- [WHAT THE TASK ASKS]:
Return every line of the data that contains the string "halo".
BEGIN EXTRACTED MATERIAL
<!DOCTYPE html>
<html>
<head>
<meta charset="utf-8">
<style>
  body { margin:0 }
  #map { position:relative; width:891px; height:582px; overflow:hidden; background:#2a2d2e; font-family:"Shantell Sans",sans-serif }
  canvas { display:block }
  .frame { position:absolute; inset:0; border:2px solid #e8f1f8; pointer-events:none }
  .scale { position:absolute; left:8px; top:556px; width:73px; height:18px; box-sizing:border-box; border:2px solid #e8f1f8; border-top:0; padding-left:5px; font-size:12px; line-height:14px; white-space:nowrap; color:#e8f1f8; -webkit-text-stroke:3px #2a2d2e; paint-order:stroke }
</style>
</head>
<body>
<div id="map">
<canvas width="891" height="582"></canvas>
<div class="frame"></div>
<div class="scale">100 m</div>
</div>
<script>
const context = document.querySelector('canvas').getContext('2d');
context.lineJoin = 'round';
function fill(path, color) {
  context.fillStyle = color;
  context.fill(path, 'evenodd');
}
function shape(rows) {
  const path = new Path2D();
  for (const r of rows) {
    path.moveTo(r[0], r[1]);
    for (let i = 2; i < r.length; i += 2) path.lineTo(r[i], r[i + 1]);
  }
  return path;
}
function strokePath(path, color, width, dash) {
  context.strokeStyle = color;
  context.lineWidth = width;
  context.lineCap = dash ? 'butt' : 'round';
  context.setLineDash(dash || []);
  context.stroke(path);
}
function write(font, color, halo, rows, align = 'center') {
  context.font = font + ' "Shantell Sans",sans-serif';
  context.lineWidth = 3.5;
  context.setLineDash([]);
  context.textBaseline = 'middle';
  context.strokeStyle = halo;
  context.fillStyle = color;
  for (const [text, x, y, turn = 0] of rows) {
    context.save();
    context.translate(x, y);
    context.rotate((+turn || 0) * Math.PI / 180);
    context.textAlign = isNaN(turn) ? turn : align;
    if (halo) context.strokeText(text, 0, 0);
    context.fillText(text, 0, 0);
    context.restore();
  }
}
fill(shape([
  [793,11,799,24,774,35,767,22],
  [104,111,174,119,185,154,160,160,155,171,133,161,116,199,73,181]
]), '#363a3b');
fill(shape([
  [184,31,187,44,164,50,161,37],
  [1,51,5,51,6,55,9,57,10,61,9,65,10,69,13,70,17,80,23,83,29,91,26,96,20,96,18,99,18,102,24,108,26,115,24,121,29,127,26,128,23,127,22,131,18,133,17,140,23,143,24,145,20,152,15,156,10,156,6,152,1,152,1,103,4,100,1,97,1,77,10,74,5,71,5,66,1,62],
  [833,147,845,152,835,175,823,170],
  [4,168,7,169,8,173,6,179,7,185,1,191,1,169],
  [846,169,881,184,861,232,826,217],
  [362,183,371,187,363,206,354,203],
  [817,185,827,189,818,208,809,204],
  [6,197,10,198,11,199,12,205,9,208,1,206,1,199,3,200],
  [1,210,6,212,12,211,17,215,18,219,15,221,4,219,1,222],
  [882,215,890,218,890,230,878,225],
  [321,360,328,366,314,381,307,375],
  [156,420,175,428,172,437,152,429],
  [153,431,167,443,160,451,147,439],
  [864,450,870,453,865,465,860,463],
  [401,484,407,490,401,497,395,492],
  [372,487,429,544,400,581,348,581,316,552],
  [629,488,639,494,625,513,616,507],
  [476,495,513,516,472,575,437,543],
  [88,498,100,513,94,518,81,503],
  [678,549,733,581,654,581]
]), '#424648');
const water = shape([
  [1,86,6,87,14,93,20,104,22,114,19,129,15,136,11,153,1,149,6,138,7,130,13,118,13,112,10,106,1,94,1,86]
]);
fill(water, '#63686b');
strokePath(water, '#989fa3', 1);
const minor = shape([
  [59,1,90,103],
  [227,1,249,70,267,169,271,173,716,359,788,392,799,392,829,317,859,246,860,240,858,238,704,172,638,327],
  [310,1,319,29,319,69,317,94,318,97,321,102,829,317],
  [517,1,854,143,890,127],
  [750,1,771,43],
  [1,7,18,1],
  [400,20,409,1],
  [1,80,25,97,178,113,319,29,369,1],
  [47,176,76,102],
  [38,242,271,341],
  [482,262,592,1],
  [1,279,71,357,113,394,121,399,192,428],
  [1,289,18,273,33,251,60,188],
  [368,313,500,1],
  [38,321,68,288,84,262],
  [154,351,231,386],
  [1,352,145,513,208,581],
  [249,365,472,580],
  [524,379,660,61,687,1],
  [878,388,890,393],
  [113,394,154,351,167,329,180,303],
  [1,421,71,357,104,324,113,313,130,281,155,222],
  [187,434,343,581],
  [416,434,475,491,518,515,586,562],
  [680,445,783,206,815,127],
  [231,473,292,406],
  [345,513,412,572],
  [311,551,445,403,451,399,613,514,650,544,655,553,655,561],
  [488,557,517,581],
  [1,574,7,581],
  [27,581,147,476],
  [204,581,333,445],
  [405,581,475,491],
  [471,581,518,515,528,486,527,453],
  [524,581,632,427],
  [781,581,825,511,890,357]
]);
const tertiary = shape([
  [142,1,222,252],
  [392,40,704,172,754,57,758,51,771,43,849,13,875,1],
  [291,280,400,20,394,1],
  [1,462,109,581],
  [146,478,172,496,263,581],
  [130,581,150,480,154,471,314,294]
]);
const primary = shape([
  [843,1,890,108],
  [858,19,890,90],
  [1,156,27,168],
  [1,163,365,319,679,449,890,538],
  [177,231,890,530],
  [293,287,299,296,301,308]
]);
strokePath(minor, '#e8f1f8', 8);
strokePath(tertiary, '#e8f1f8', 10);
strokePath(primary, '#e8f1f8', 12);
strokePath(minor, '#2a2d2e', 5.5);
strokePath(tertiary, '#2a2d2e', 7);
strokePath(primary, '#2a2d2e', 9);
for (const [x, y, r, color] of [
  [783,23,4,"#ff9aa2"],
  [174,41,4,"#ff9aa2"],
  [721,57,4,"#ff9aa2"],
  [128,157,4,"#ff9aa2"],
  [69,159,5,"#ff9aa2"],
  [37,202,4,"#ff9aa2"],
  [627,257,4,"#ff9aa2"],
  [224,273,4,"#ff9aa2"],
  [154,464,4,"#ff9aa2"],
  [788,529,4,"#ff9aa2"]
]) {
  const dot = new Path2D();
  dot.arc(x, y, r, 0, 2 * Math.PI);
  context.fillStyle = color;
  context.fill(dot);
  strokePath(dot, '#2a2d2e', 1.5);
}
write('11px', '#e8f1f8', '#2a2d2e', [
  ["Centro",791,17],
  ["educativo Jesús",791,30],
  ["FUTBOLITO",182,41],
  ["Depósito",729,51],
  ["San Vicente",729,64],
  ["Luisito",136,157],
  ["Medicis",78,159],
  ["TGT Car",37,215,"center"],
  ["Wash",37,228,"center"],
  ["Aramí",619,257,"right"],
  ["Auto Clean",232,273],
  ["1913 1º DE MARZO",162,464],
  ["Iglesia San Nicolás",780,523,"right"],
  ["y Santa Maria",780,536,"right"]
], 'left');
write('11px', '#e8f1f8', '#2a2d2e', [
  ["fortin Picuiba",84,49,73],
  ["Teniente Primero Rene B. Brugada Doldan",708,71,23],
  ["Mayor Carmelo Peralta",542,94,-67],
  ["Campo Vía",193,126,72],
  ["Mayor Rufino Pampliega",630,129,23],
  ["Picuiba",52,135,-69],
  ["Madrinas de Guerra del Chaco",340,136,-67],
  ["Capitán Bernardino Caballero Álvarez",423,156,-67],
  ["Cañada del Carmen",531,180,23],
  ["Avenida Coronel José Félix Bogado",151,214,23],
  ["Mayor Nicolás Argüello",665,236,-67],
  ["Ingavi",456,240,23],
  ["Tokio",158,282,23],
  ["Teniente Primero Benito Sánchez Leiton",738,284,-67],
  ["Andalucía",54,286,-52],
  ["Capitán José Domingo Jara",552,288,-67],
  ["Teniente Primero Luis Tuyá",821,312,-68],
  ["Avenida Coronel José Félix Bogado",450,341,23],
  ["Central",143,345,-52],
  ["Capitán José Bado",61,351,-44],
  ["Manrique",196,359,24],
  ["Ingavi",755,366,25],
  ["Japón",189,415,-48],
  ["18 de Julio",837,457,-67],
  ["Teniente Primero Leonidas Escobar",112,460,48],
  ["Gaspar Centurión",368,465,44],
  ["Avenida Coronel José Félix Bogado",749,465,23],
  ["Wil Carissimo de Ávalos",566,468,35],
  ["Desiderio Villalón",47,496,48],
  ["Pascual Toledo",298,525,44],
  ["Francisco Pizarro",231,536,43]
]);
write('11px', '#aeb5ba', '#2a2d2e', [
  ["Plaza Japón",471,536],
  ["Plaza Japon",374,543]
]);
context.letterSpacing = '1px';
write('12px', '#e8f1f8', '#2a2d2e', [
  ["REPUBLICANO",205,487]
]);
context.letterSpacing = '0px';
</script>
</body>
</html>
END EXTRACTED MATERIAL
- [OUTPUT BELOW]:
function write(font, color, halo, rows, align = 'center') {
  context.strokeStyle = halo;
    if (halo) context.strokeText(text, 0, 0);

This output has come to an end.